Thursday, July 14, 2005

The Least of My Brethren...

I think of them as “The Regulars.” They stand at the same locations nearly every morning or every afternoon. It’s almost like they are assigned morning shift and evening shift.

One stands next to the Federal Reserve Bank. He’s quiet, holding his sign and occasionally shaking his cup to get our attention. For awhile, he looked like he was getting his life together. His clothes were clean and neat, he had shaved, his hair was combed, when I made eye contact and smiled at him, he saw me and smiled back. Lately, though, his clothes have been rumpled, his hair has been matted, his eyes have a glazed-over look. He was not there yesterday morning. I’m worried something might have happened to him.

Another works the afternoon shift, selling The Street Sheet, a newspaper by and about the homeless. He chats, sometimes with other people, sometimes to those only he can see. His movements are awkward and jerky. He reminds me of an ostrich.
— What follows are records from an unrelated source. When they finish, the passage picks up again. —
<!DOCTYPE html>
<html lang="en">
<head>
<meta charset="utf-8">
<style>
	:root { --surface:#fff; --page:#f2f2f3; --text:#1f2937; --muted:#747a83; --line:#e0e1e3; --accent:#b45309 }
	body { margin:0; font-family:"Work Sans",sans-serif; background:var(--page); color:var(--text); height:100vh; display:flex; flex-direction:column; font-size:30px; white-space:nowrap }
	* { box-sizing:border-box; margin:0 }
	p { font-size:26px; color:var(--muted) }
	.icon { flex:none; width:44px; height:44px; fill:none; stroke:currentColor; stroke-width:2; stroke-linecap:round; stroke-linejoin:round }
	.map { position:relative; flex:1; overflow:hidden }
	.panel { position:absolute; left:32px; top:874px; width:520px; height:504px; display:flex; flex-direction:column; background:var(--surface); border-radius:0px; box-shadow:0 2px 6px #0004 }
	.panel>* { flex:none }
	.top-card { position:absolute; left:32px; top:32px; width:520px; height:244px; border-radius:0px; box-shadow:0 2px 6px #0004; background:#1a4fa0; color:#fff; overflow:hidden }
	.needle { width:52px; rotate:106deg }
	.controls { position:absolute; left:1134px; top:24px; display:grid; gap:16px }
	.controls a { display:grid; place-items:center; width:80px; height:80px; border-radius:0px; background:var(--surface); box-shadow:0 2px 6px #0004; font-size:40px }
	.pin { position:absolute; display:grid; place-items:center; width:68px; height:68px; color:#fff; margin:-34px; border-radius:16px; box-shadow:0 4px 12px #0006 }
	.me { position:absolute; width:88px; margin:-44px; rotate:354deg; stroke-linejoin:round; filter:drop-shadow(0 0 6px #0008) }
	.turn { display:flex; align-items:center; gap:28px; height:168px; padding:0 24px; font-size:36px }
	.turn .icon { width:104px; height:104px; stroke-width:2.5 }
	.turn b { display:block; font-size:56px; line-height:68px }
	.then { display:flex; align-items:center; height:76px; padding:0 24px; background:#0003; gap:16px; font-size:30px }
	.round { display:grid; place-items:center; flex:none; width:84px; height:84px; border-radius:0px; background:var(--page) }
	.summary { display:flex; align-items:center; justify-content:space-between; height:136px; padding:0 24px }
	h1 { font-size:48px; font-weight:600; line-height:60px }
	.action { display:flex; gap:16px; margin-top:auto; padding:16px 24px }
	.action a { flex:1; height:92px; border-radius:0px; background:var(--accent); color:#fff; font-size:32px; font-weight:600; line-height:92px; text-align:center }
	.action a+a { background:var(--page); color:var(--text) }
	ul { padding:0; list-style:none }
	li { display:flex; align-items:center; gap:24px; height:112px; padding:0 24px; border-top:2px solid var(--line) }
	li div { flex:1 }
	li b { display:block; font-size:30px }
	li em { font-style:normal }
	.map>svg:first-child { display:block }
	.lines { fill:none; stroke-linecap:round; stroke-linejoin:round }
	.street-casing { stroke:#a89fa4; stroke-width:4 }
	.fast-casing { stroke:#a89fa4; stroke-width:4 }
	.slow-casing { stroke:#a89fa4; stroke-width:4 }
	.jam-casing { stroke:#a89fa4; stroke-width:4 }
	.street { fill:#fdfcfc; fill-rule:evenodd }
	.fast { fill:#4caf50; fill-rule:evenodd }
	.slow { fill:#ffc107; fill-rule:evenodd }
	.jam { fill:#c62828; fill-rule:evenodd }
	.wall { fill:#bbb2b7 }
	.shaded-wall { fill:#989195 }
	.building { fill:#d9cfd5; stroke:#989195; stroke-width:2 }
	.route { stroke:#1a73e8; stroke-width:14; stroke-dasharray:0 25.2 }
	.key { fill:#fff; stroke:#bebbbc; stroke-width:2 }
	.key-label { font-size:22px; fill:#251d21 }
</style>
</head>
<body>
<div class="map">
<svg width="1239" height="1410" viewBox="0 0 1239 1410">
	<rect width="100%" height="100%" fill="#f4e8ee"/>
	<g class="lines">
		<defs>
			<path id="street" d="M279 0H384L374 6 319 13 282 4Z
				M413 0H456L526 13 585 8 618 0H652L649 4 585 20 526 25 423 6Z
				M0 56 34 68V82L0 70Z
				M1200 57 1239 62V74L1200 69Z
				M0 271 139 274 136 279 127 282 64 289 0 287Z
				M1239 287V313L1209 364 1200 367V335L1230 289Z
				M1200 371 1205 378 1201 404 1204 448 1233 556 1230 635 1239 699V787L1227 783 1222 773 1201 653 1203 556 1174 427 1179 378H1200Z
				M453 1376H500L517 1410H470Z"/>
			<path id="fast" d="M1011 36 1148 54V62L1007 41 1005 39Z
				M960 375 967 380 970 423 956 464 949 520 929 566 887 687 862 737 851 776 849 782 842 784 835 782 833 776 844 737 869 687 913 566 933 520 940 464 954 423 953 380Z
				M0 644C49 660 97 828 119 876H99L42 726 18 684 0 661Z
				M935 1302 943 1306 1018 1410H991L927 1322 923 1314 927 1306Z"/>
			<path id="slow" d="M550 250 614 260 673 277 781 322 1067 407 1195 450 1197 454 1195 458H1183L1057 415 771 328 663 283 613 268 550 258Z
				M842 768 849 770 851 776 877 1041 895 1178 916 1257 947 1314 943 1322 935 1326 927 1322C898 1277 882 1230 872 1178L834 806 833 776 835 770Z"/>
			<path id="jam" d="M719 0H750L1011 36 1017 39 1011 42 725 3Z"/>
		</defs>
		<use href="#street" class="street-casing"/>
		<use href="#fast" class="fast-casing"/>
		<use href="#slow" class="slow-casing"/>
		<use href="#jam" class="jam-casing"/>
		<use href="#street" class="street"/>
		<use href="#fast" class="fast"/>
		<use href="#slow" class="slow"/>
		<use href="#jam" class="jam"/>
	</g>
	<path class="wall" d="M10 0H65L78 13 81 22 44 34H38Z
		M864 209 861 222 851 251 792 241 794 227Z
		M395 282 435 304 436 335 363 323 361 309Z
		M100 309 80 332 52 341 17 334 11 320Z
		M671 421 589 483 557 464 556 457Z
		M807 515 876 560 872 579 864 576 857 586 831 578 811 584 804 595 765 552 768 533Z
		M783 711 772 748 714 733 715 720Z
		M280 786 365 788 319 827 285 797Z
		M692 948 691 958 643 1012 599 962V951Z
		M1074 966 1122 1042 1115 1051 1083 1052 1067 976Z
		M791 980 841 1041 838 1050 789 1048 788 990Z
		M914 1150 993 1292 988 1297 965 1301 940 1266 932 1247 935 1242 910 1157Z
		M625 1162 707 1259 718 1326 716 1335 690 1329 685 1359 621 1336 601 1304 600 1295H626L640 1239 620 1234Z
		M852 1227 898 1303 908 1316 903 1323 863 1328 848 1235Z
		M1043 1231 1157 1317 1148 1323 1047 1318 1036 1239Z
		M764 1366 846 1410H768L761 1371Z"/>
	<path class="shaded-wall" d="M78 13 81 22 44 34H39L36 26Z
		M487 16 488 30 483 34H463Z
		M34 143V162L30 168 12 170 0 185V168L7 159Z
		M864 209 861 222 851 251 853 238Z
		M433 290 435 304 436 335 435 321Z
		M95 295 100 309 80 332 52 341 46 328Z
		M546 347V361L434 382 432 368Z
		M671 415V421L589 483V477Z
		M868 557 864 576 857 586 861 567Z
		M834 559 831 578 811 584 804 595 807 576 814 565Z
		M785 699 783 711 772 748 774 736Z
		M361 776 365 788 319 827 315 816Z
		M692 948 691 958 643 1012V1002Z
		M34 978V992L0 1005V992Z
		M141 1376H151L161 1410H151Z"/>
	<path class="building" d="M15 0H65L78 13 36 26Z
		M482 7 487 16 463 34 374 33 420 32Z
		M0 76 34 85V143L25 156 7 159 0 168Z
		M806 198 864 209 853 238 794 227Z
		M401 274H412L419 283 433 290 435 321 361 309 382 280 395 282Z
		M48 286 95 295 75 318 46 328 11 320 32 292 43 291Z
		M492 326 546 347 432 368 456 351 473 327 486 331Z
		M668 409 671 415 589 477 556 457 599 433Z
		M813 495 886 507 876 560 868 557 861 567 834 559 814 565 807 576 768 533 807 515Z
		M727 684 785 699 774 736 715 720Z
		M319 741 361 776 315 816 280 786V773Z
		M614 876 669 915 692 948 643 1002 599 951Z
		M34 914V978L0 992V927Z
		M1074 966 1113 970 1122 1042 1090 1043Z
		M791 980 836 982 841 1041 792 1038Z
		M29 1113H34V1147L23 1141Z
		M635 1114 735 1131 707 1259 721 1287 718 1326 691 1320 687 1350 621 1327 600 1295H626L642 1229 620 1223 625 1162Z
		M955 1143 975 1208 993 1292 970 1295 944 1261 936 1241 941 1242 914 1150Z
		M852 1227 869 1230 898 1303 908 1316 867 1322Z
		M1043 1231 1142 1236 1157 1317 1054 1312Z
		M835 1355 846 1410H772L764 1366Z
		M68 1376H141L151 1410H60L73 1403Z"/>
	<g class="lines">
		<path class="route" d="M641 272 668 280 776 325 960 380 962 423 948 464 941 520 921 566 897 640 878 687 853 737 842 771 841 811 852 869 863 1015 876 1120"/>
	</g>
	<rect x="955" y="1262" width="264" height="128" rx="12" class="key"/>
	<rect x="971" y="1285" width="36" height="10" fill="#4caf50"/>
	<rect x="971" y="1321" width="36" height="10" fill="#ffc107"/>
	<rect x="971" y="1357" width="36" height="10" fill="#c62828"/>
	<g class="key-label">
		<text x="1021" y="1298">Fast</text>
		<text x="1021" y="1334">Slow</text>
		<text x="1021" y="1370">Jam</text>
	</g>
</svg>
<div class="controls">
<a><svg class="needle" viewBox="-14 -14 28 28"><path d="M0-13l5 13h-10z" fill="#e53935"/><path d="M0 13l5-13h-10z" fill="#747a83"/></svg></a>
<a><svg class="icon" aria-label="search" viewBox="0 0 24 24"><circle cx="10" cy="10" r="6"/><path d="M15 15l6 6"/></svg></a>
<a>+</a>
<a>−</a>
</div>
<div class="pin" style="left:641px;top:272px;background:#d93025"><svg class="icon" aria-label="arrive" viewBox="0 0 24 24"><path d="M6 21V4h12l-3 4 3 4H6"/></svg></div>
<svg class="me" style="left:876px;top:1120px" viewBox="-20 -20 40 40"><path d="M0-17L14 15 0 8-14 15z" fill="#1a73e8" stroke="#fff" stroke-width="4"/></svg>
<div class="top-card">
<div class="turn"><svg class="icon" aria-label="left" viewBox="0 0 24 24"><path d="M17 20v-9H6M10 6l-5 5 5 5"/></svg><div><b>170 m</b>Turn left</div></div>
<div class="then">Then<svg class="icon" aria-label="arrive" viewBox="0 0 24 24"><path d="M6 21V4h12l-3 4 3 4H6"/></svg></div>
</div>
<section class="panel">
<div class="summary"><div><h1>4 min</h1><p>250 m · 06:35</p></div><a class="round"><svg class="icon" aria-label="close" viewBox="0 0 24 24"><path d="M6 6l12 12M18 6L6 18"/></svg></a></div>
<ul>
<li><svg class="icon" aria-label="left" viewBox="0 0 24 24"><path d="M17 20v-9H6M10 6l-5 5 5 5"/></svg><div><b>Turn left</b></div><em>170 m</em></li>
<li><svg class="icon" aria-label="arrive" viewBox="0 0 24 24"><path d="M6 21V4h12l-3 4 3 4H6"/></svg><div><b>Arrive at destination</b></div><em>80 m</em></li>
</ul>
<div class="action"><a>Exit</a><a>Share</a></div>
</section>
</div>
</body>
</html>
There is the guy who calls out, “Help a transplanted New Yorker!” He also asks for a smile. When I oblige, he responds, “Ah, that’s beautiful, girl. Have a nice day.”

One puzzles me. She is an elderly Asian woman and usually stands by the entrance to the BART station. She, too, doesn’t say much, just sort of smiles and shakes her cup as I pass. I’m surprised that she’s there because in the Asian cultures I’m familiar with, taking care of the elderly is a serious responsibility. She is always clean and neatly dressed.

There is the couple that trade off standing in the middle of a busy crosswalk, just passed the bus stop island. Their bag or bedroll is plunked just in front of them. Of those I see on a regular basis, they are the ones who look to be in the worst shape. I am amazed they haven’t been hit by oncoming traffic or a bus.

I wonder what their stories are, how they got to be standing in The City with a crude sign and a cup, begging for change. What happened in their childhood? Do they have brothers, sisters, children, ex-wives or –husbands?

They tug at my heart. These are fellow souls, in pain, in need. But I do not know how to help them. Dropping a few coins in their cups isn’t the answer, even if I had spare change.

So I pray. I contribute to St. Vincent de Paul or the Souper Kitchen. I wish I could do more, but I cannot ignore the needs of my family and my children. I look the street people, the homeless, in the eye and smile, acknowledging their dignity as fellow human beings. For now, that will have to do.